### How to complete this task
Below are records. Copy every line with "function" in it.

### Provided data
⁂

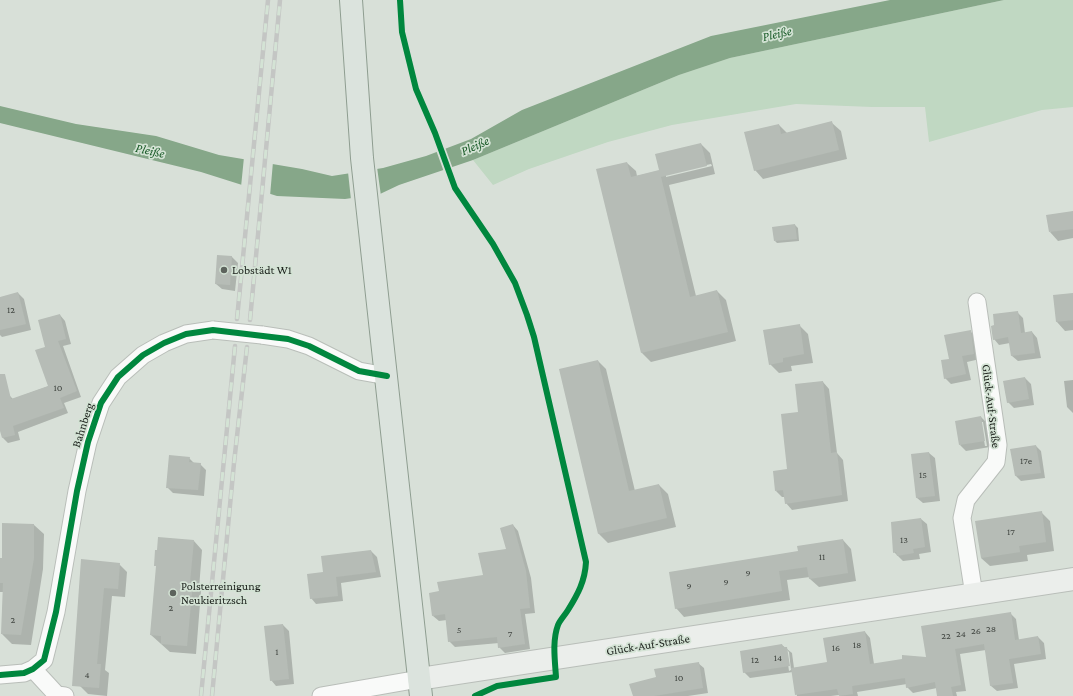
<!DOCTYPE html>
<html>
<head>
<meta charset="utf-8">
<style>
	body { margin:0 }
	canvas { display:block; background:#d8e0d8 }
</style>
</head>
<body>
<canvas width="1073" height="696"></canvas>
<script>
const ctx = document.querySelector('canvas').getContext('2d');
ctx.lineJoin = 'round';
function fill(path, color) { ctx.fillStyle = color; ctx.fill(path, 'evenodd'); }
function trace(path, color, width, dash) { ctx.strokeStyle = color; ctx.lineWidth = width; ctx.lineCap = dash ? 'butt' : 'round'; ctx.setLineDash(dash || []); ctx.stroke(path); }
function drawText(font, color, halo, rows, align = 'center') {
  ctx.font = font + ' "Crimson Pro",serif'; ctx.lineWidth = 3.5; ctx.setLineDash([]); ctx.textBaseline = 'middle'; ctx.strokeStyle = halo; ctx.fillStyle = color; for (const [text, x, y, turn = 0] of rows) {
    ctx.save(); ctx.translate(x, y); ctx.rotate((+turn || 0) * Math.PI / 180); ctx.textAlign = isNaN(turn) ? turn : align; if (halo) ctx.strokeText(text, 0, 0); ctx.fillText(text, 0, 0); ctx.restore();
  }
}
const green = new Path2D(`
	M1004,0H1073V107L1042,110L929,142L925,107H872L796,104L672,125L608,142L529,169L493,185L473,160L679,75L730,58Z`);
const water = new Path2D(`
	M890,0H1004L730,58L679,75L473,160L399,185L380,194L345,199L277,196L201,172L0,123V106L76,124L156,136L219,155L302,169L332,176L383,168L426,156L471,139L522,110L711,36Z`);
const pier = new Path2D(`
	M445,147L453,169L444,172L436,150Z
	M244,157L273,162L270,196L241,187Z
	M377,167L381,196L351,200L348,172Z`);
const shadow = new Path2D(`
	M832,123L841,131L847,159L763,179L755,170L779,125L787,133Z
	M701,144L710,153L715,174L669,185L696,296L717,291L726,300L736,341L651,362L642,353L597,170L627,163L636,171L637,176L660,171ZM711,164L712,166L666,177V174Z
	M1073,212V238L1058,241L1050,232Z
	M795,225L798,228L799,241L777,243L775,241Z
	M218,256L232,257L238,263L235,291L222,289L216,284Z
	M18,293L24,299L31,330L2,337L0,335V298Z
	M1073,294V330L1065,331L1057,322L1054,296Z
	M1017,312L1023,318L1025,333L1032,332L1037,338L1041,358L1018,361L1012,356L1010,343L999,345L994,339Z
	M60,315L65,321L71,344L63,346L81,397L64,403L68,413L18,432L20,440L8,443L3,438L0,426V398L10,396L13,399L49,386L46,347Z
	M799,325L808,334L813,363L791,366L792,371L779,373L770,364Z
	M970,331L976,337L980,359L967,362L971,380L951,384L945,378L950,359Z
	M598,361L606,369L635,491L659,485L668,494L676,527L608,543L599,534L560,370Z
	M1025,378L1031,384L1034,405L1014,408L1008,402Z
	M1073,380V413L1067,407L1064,381Z
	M823,382L829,389L837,453L843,460L848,501L792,510L786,503L785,497H782L776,491L788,470L799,413Z
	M981,417L987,423L990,447L966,451L960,445ZM981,422H983L987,446H985Z
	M1036,446L1041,451L1045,478L1021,481L1016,476L1012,450Z
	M929,453L935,458L940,501L923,503L917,498Z
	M189,458L195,464H200L206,470L204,496L173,493L167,487Z
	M1041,512L1050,521L1054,551L1027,555L1028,561L990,566L981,558Z
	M921,519L927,524L931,552L919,554L920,559L903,561L894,552Z
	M3,524L34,525L44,534L43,569L31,645L12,644L2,634L4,592H0V563L3,559Z
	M513,525L518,531L531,578L535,613L525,614L530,649L505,653L499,647V643L455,647L449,641L447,620L439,621L433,616L440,592L484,576L507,550Z
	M843,540L851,549L856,581L819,587L810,579V577L787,580L790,600L684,617L676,608Z
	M194,541L202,550L199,589L201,591L196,654L170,652L151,635L157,567L155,565Z
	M371,551L377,557L381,577L341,583L343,601L316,604L311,598L324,573Z
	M119,564L127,572L125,597L112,596L105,670L109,673L107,696L88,694L80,686V625Z
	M1010,613L1016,619L1019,640L1038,637L1044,643L1046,659L1014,664L1018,688L997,691L991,686L986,650L960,654L966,691L956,692L957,696H938L937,688L913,693L907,687V684L857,692L858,696H840L839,695L831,696H797L793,672L750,678L744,672L782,645L792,653L794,668L828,663L865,632L870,638L874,664L927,658ZM786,649L789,652L791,670L789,671Z
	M283,625L289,631L294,684L276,686L271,680Z
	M698,663L704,668L708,693L688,696H634L657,677Z`);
const building = new Path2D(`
	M832,121L839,150L754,171L744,132L779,124L781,134Z
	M701,143L707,166L661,177L690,297L717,290L728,332L641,353L596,169L627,162L631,177L659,170L655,154Z
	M1073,211V229L1049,232L1046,215Z
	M795,224L797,239L774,241L772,227Z
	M217,255L232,256L230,285L215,284Z
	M18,292L26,324L0,330V297Z
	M1073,293V320L1056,322L1053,295Z
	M1018,311L1021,333L1032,331L1035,353L1011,356L1008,337L993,340L991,326L994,325L993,314Z
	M60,314L66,339L58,341L77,391L60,398L64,408L13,426L15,435L2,438L0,431V374H5L11,399L48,386L35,350L45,347L38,320Z
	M800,324L804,354L783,358V362L769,365L763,330Z
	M971,330L974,354L962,356L966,374L944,379L941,360L949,359L944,335Z
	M598,360L629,491L659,484L667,518L598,534L559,369Z
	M1025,377L1029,399L1007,403L1003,381Z
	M823,381L831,453L837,452L842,495L785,504L783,490L775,491L773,471L787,469L781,414L798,412L795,384Z
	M981,416L985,441L959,445L955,421Z
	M1036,445L1041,473L1015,476L1010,449Z
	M929,452L935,496L916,498L911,454Z
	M169,455L190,457L189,462L201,463L198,490L166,488Z
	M1042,511L1046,542L1019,546L1020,552L981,558L975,521Z
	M921,518L925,547L913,549L914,553L897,556L896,552L893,553L891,522Z
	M2,523L34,524V558L21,635L1,634L3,583H0V558H2Z
	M513,524L526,571L530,608L520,609L525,644L498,648L497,637L448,642L445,614L432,616L429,593L439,591L437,582L483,575L478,553L506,549L500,528Z
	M158,537L194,540L190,582H193L187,646L161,644V636L150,635L156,566H154L155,550H157Z
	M843,539L848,573L809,579L807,567L779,571L782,591L675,609L669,572L798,551L797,546Z
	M371,550L376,572L336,577L338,596L310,599L307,574L323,572L321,556Z
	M81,559L120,563L118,589L104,588L97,664H101L99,688L72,686Z
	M1011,612L1015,640L1038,636L1041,654L1009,659L1013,683L990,686L984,644L955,649L961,685L951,687L953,696H937L935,682L906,688L905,678L852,686L853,694L839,696L837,689L795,695L791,668L827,662L823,638L865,631L870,664L902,659V655L926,657L921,626Z
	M283,624L289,679L270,681L264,626Z
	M782,644L783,647H787L790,666L743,673L740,651Z
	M699,662L703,688L654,696H633L629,684L656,677L654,669Z`);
const street = new Path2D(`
	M262,335L288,339L309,346L359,371L387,376
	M974,595L962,518L966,500L996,462L998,445L977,302
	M33,669L57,695L65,696
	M0,675L24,673L33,669L44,660L56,612L77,491L88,442L101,403L118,377L143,355L164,343L186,334L213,330
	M321,696L419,679`);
const secondary = new Path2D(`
	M419,679L1073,579`);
const primary = new Path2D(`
	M351,0L362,158L421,696`);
const rail = new Path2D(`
	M237,319L268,0
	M250,320L280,0
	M201,696L235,346
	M212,696L234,463L247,347`);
const streetBridge = new Path2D(`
	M213,330L262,335`);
const cycleway = new Path2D(`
	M400,0L402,32L416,89L435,133L455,188L493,244L515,283L527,315L534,337L586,562C585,581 578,594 568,610C565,615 560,620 558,625C552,641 555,661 556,677L497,686L475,696
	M0,675L24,673L33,669L44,660L56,612L77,491L88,442L101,403L118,377L143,355L164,343L186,334L213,330L288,339L309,346L359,371L387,376`);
const markers = [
	[224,270,4,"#5d635d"],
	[173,593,4,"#5d635d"]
];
const numberNames = [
	["12",11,310],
	["10",58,388],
	["17e",1026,461],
	["15",923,475],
	["17",1011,532],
	["13",904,540],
	["11",822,557],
	["9",748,573],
	["9",726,582],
	["9",689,586],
	["2",171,608],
	["2",13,620],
	["28",991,629],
	["5",459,630],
	["26",976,631],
	["7",510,634],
	["24",961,634],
	["22",946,636],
	["18",857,645],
	["16",836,648],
	["1",277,652],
	["14",778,658],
	["12",755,660],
	["4",87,675],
	["10",679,678]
];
const poiNames = [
	["Lobstädt W1",232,270],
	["Polsterreinigung",181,586],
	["Neukieritzsch",181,600]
];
const streetNames = [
	["Glück-Auf-Straße",991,406,83],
	["Bahnberg",83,425,-72],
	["Glück-Auf-Straße",648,645,-9]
];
const waterNames = [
	["Pleiße",777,34,-13],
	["Pleiße",475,146,-24],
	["Pleiße",150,151,12]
];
fill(green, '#c0d8c2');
fill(water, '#86a789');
fill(pier, '#d8e0d8');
fill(shadow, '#0003');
fill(building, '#b6bcb6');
trace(street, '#b9beb9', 19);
trace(secondary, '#b9beb9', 24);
trace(primary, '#8e9d90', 24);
trace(street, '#f9faf9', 17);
trace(secondary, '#ebeeeb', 22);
trace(primary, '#dbe3dd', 22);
trace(rail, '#c4c6c4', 4.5);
trace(rail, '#d4e3d5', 3, [9]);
trace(streetBridge, '#b9beb9', 19, []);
trace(streetBridge, '#f9faf9', 17);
trace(cycleway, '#00873e', 6);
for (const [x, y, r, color] of markers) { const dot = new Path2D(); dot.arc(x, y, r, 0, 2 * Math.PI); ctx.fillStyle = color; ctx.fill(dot); trace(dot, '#d4e3d5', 1.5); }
drawText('10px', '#424742', null, numberNames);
drawText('12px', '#1b201b', '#d4e3d5', poiNames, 'left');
drawText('12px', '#1b201b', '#d4e3d5', streetNames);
drawText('italic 13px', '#185a27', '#d4e3d5', waterNames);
</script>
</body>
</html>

⁂

### Output below
function fill(path, color) { ctx.fillStyle = color; ctx.fill(path, 'evenodd'); }
function trace(path, color, width, dash) { ctx.strokeStyle = color; ctx.lineWidth = width; ctx.lineCap = dash ? 'butt' : 'round'; ctx.setLineDash(dash || []); ctx.stroke(path); }
function drawText(font, color, halo, rows, align = 'center') {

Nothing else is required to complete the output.